Longhorn already has the fast replica rebuilding feature which is great. It relies on the checksums of snapshot disk files which is calculated sometime after the snapshot is created and the rebuilding has finished (ref link)

However, the current feature fast replica rebuilding feature cannot solve the following use case:

  1. Users create a volume of 1 replica
  2. Users increase number of replicas to 2
  3. Rebuilding progress reach 99% and failed
  4. Longhorn doesn't try to skip transferring the last transferred data because it doesn't have a checksum yet. Longhorn would have to fallback to the mechanism:
    1. Loop over each data chunk
    2. Compare the checksum of data chunk on the source and on the rebuilding replica (the checksum calculation cost CPU)
    3. Transfer the data if mismatch

Some ideas to help with the above use case:

Idea 1: (simple implementation - limited benefit)
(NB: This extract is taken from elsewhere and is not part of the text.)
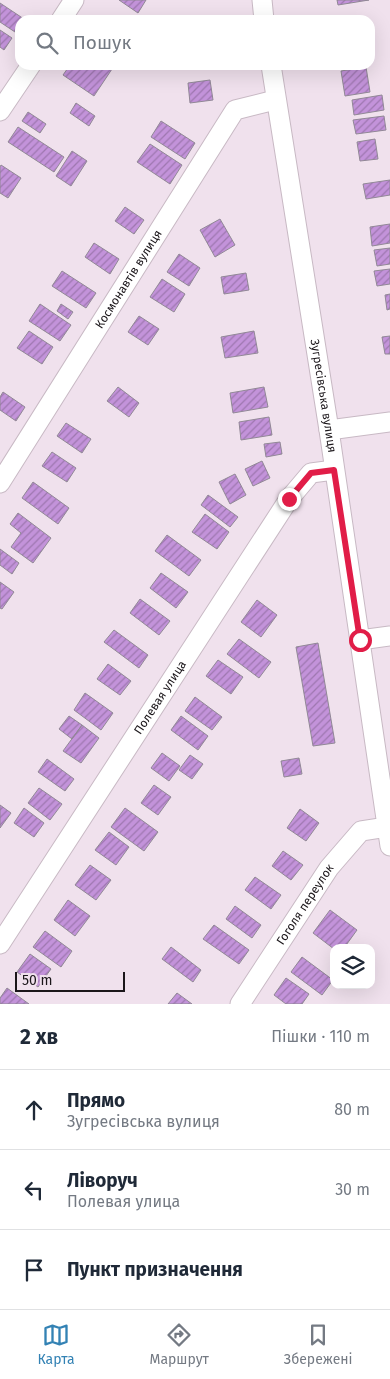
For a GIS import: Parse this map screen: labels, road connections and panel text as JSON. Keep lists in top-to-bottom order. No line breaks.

  1. Do the continuous checksum while transferring the data to the rebuilding replica on the rebuilding replica side
  2. Once the snapshot file is transferred record the checksum immediately.
  3. If the rebuilding replica failed, the next time we rebuild by reusing this replica, we can skip this snapshot
  4. This only helps to speed up the process at the snapshot completion milestones

Idea 2: (complex implementation - more benefit)
@shuo-wu has an idea of:

  1. Do the continuous checksum while transferring the data to the rebuilding replica on the rebuilding replica side
  2. Record the continuous checksum in a separate file
  3. If the rebuilding replica fails, next time we rebuild by reusing this replica, we can skip the transferred data region if it has the same checksum as the one recorded in the file above
  4. This helps to speed up the process at the data chunk completion milestones

Additional context:

We need to investigate how trim feature can affect these ideas

cc @shuo-wu @ejweber @innobead @derekbit

Should we issue a sync request for each rebuilt snapshot file or each data region?

Should we issue a sync request for each rebuilt snapshot file or each data region?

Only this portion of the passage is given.